[Data excerpts]
============
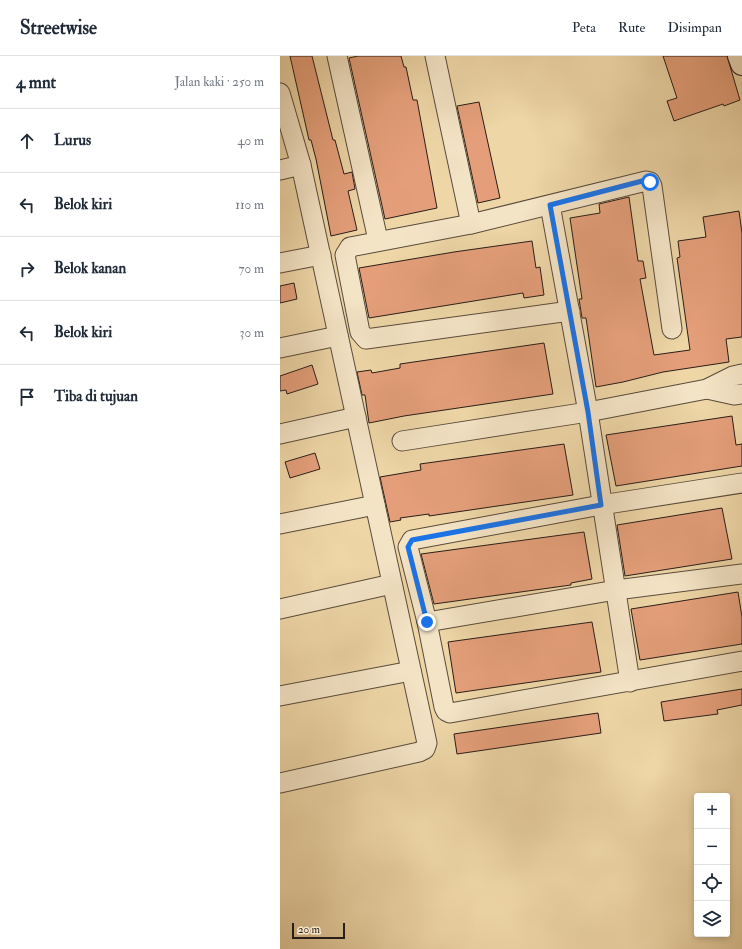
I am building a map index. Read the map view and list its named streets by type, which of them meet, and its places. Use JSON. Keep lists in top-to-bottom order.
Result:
{
  "scale_bar": "20 m",
  "page": {
    "header": "Streetwise",
    "nav": ["Peta", "Rute", "Disimpan"],
    "heading": ["4 mnt", "Jalan kaki · 250 m"],
    "list": [
      ["Lurus", "40 m"],
      ["Belok kiri", "110 m"],
      ["Belok kanan", "70 m"],
      ["Belok kiri", "30 m"],
      "Tiba di tujuan"
    ],
    "map_buttons": ["+", "−"],
    "scale": "20 m"
  }
}
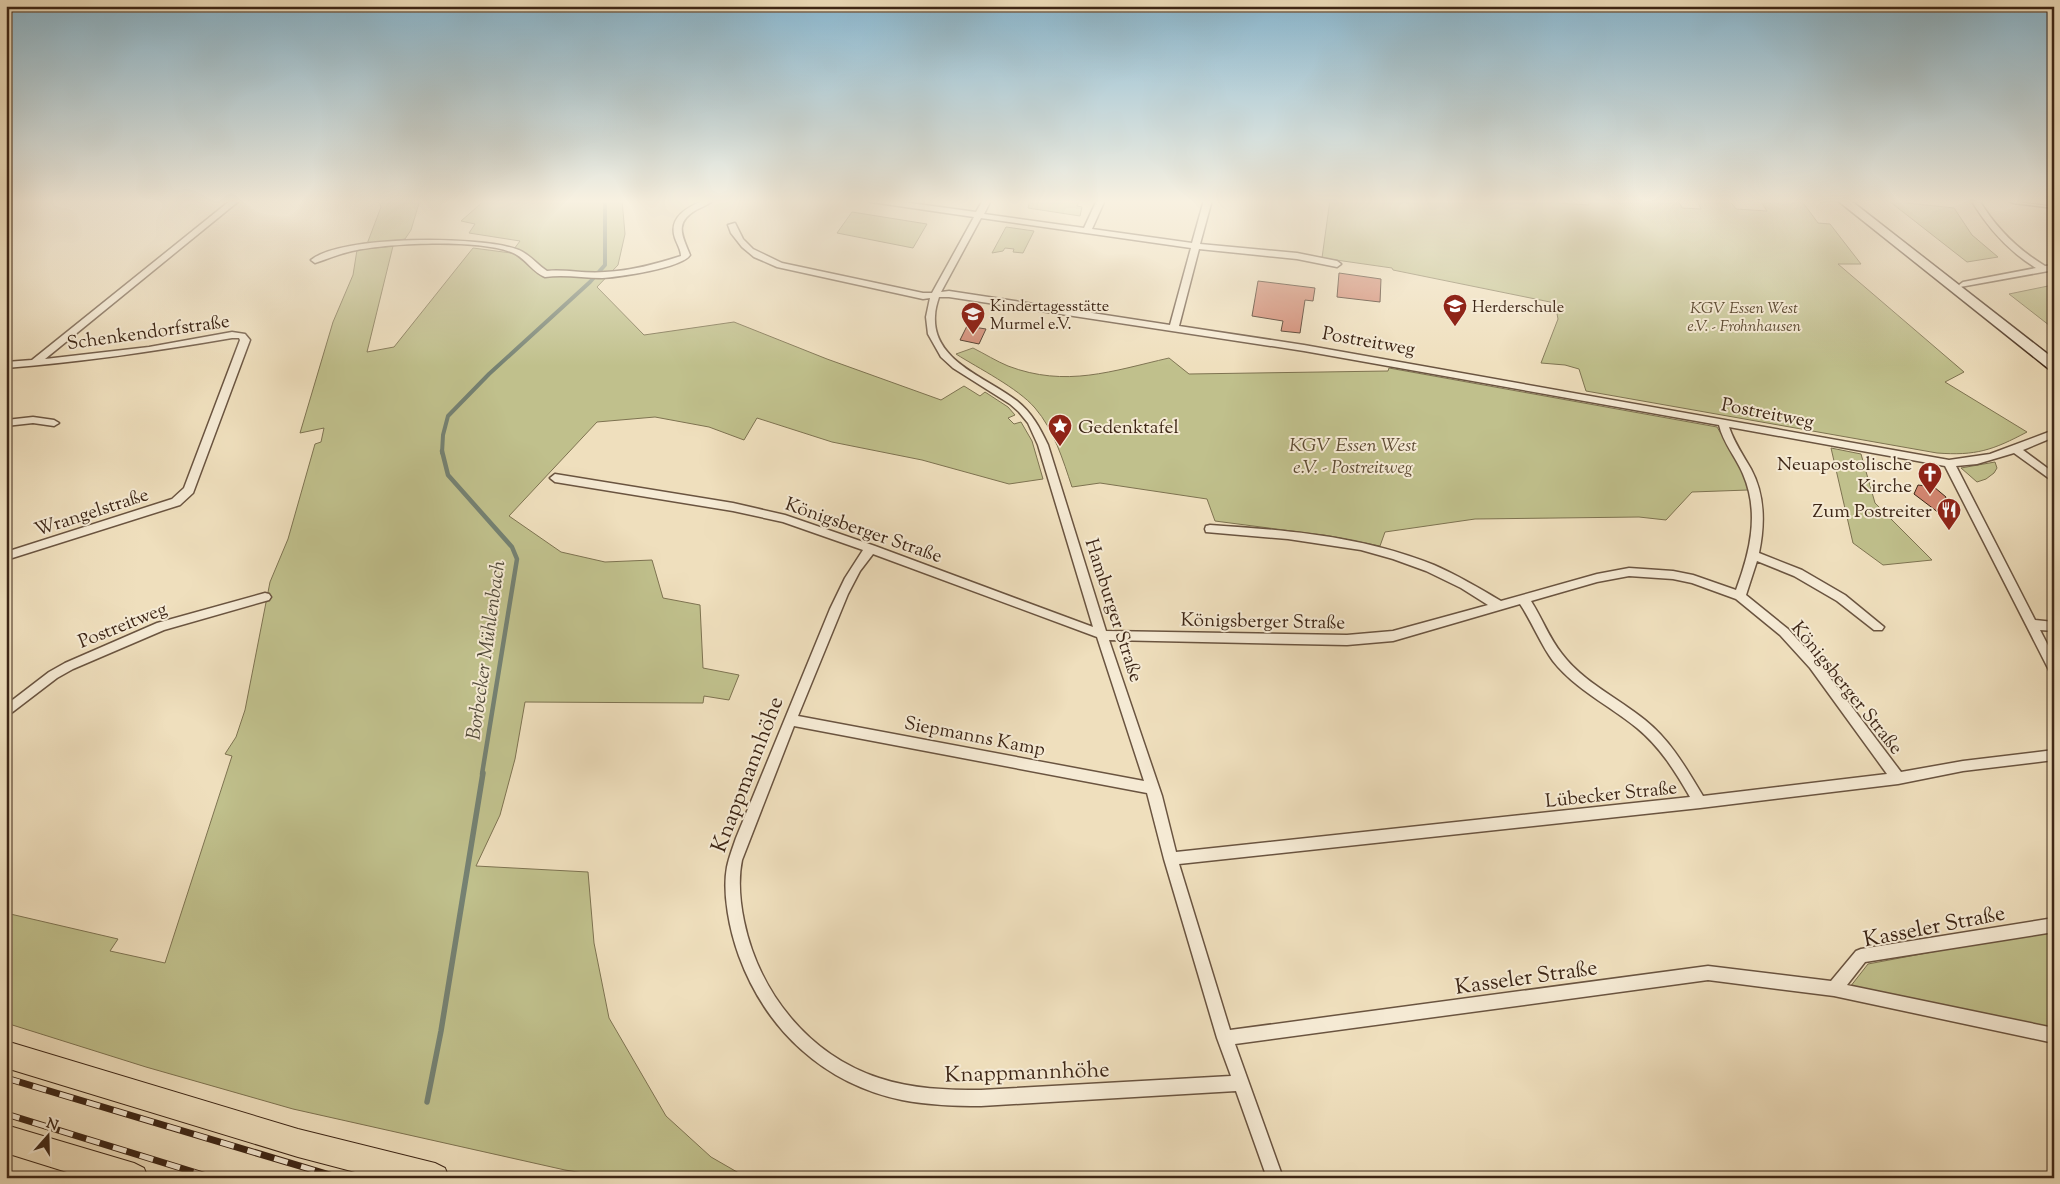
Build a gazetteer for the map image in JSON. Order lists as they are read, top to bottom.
{
  "streets": {
    "street": [
      "Schenkendorfstraße",
      "Postreitweg",
      "Wrangelstraße",
      "Königsberger Straße",
      "Hamburger Straße",
      "Siepmanns Kamp",
      "Knappmannhöhe",
      "Lübecker Straße",
      "Kasseler Straße"
    ]
  },
  "crossings": [
    ["Schenkendorfstraße", "Wrangelstraße"],
    ["Postreitweg", "Hamburger Straße"],
    ["Königsberger Straße", "Hamburger Straße"],
    ["Königsberger Straße", "Knappmannhöhe"],
    ["Königsberger Straße", "Lübecker Straße"],
    ["Hamburger Straße", "Siepmanns Kamp"],
    ["Hamburger Straße", "Knappmannhöhe"],
    ["Hamburger Straße", "Lübecker Straße"],
    ["Hamburger Straße", "Kasseler Straße"],
    ["Siepmanns Kamp", "Knappmannhöhe"]
  ],
  "water": ["Borbecker Mühlenbach"],
  "parks": ["KGV Essen West e.V. - Frohnhausen", "KGV Essen West e.V. - Postreitweg"],
  "places": {
    "school or university": ["Herderschule", "Kindertagesstätte Murmel e.V."],
    "place": ["Gedenktafel"],
    "church": ["Neuapostolische Kirche"],
    "restaurant": ["Zum Postreiter"]
  },
  "north": "top"
}
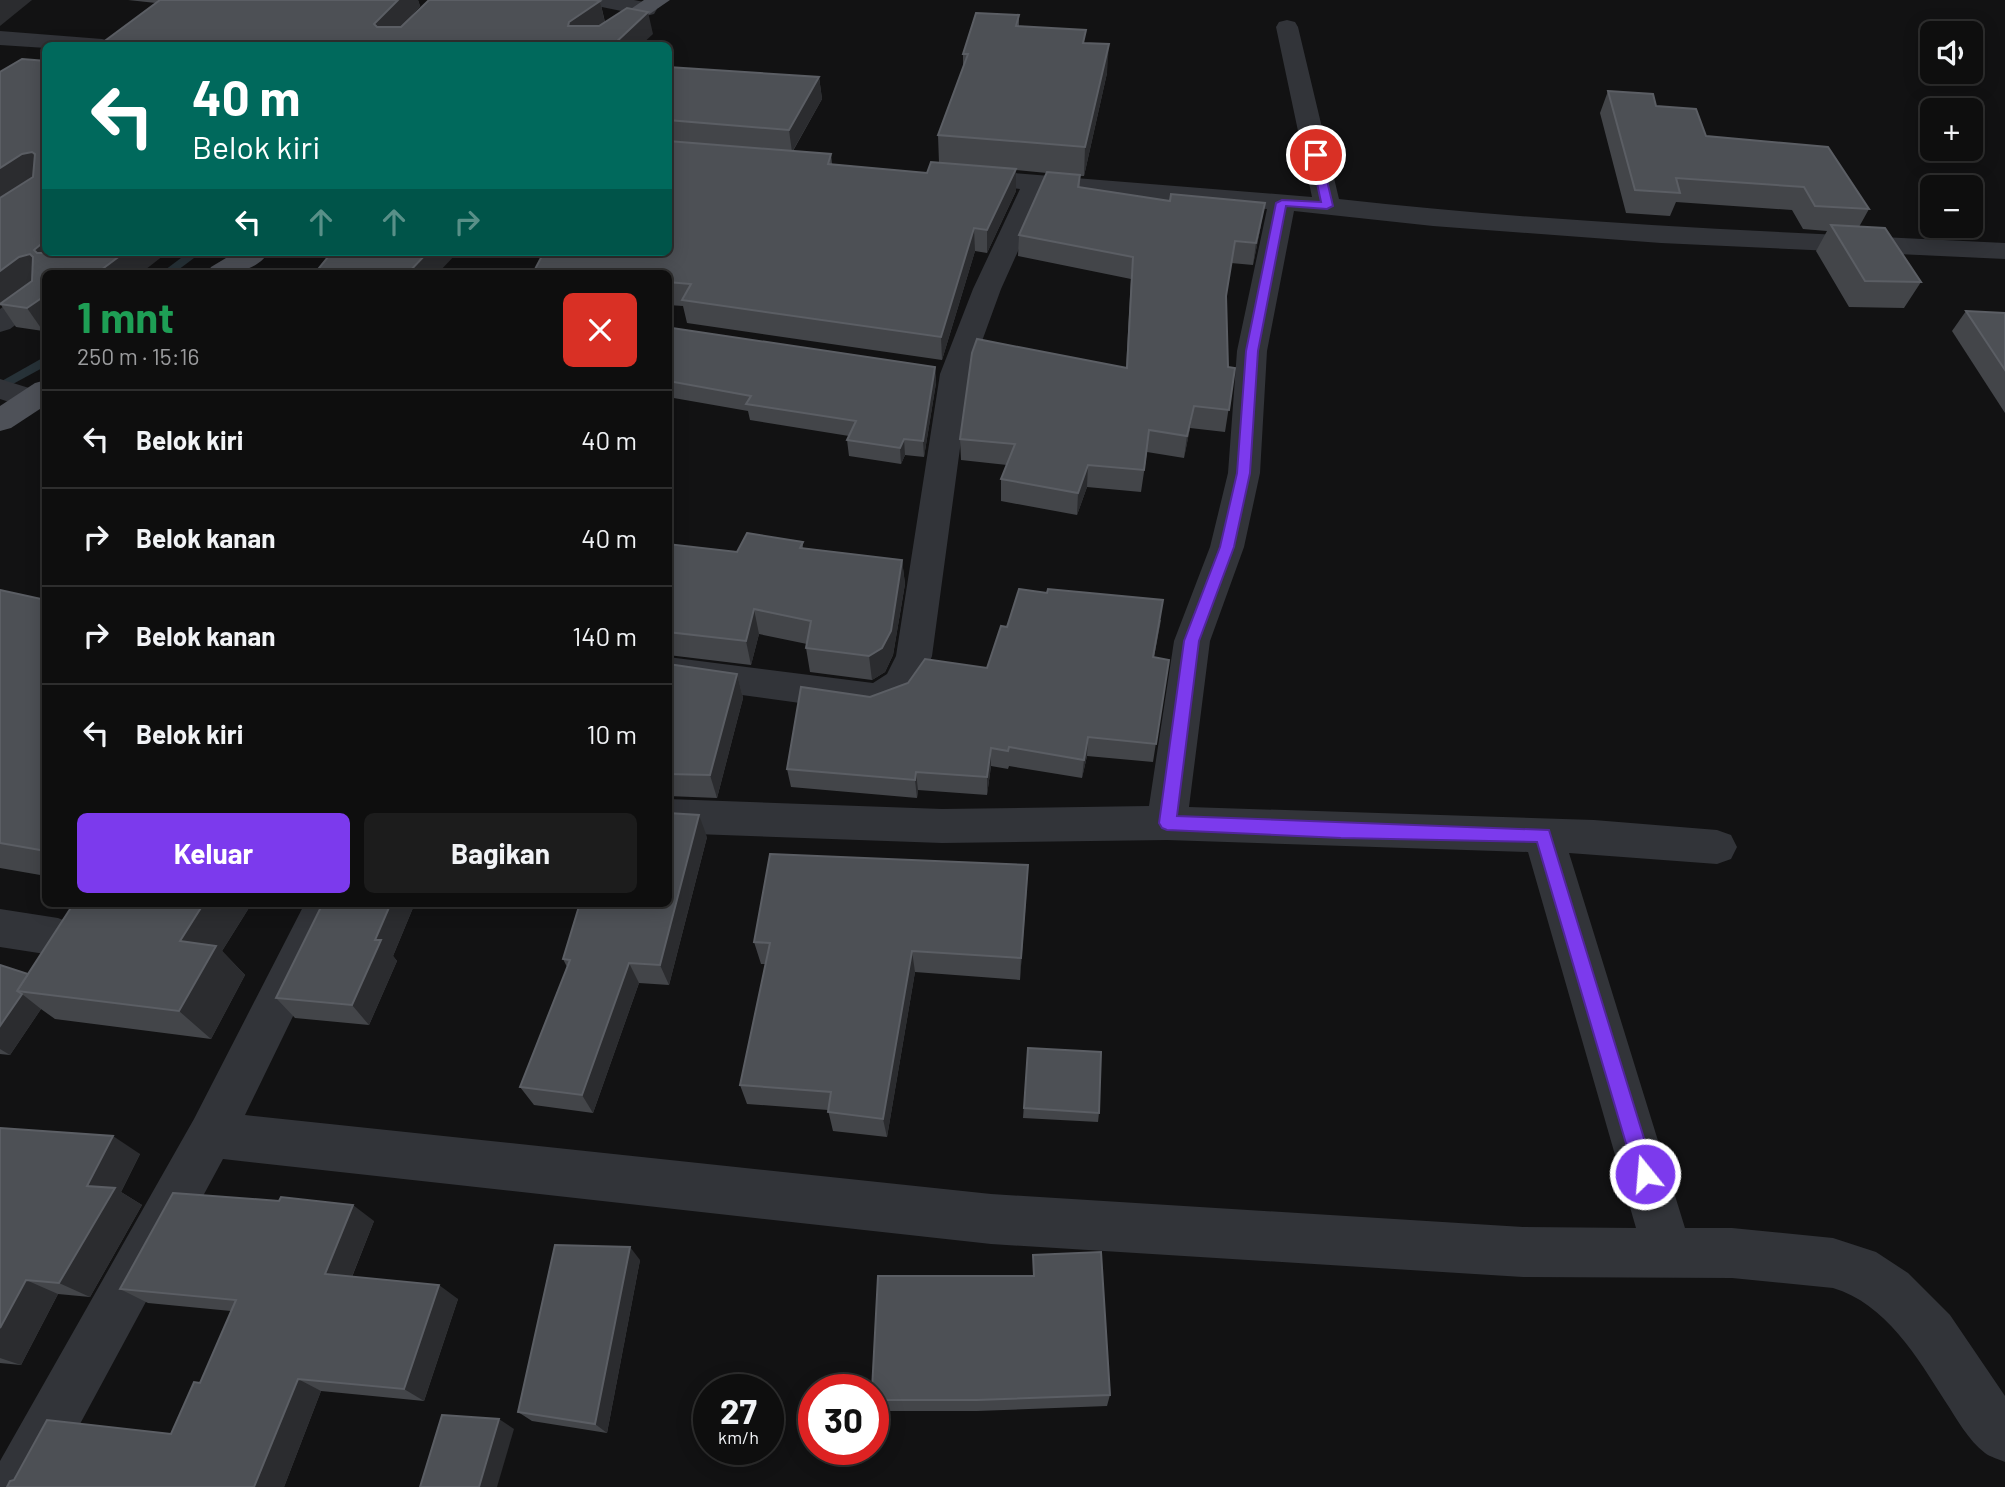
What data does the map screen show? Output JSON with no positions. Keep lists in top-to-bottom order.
{
  "page": {
    "map_buttons": ["+", "−"],
    "turn": ["40 m", "Belok kiri"],
    "heading": ["1 mnt", "250 m · 15:16"],
    "list": [
      {
        "name": "Belok kiri",
        "value": "40 m"
      },
      {
        "name": "Belok kanan",
        "value": "40 m"
      },
      {
        "name": "Belok kanan",
        "value": "140 m"
      },
      {
        "name": "Belok kiri",
        "value": "10 m"
      }
    ],
    "buttons": ["Keluar", "Bagikan"],
    "speed": "27 km/h",
    "limit": "30"
  }
}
============
• **WHAT YOU ARE ASKED TO DO**:
Skip the pictures and print each record exactly as it stands.

• **REPLY TO THE EXERCISE**:
I am building a map index. Read the map view and list its named streets by type, which of them meet, and its places. Use JSON. Keep lists in top-to-bottom order.
Result:
{
  "scale_bar": "20 m",
  "page": {
    "header": "Streetwise",
    "nav": ["Peta", "Rute", "Disimpan"],
    "heading": ["4 mnt", "Jalan kaki · 250 m"],
    "list": [
      ["Lurus", "40 m"],
      ["Belok kiri", "110 m"],
      ["Belok kanan", "70 m"],
      ["Belok kiri", "30 m"],
      "Tiba di tujuan"
    ],
    "map_buttons": ["+", "−"],
    "scale": "20 m"
  }
}
Build a gazetteer for the map image in JSON. Order lists as they are read, top to bottom.
{
  "streets": {
    "street": [
      "Schenkendorfstraße",
      "Postreitweg",
      "Wrangelstraße",
      "Königsberger Straße",
      "Hamburger Straße",
      "Siepmanns Kamp",
      "Knappmannhöhe",
      "Lübecker Straße",
      "Kasseler Straße"
    ]
  },
  "crossings": [
    ["Schenkendorfstraße", "Wrangelstraße"],
    ["Postreitweg", "Hamburger Straße"],
    ["Königsberger Straße", "Hamburger Straße"],
    ["Königsberger Straße", "Knappmannhöhe"],
    ["Königsberger Straße", "Lübecker Straße"],
    ["Hamburger Straße", "Siepmanns Kamp"],
    ["Hamburger Straße", "Knappmannhöhe"],
    ["Hamburger Straße", "Lübecker Straße"],
    ["Hamburger Straße", "Kasseler Straße"],
    ["Siepmanns Kamp", "Knappmannhöhe"]
  ],
  "water": ["Borbecker Mühlenbach"],
  "parks": ["KGV Essen West e.V. - Frohnhausen", "KGV Essen West e.V. - Postreitweg"],
  "places": {
    "school or university": ["Herderschule", "Kindertagesstätte Murmel e.V."],
    "place": ["Gedenktafel"],
    "church": ["Neuapostolische Kirche"],
    "restaurant": ["Zum Postreiter"]
  },
  "north": "top"
}
What data does the map screen show? Output JSON with no positions. Keep lists in top-to-bottom order.
{
  "page": {
    "map_buttons": ["+", "−"],
    "turn": ["40 m", "Belok kiri"],
    "heading": ["1 mnt", "250 m · 15:16"],
    "list": [
      {
        "name": "Belok kiri",
        "value": "40 m"
      },
      {
        "name": "Belok kanan",
        "value": "40 m"
      },
      {
        "name": "Belok kanan",
        "value": "140 m"
      },
      {
        "name": "Belok kiri",
        "value": "10 m"
      }
    ],
    "buttons": ["Keluar", "Bagikan"],
    "speed": "27 km/h",
    "limit": "30"
  }
}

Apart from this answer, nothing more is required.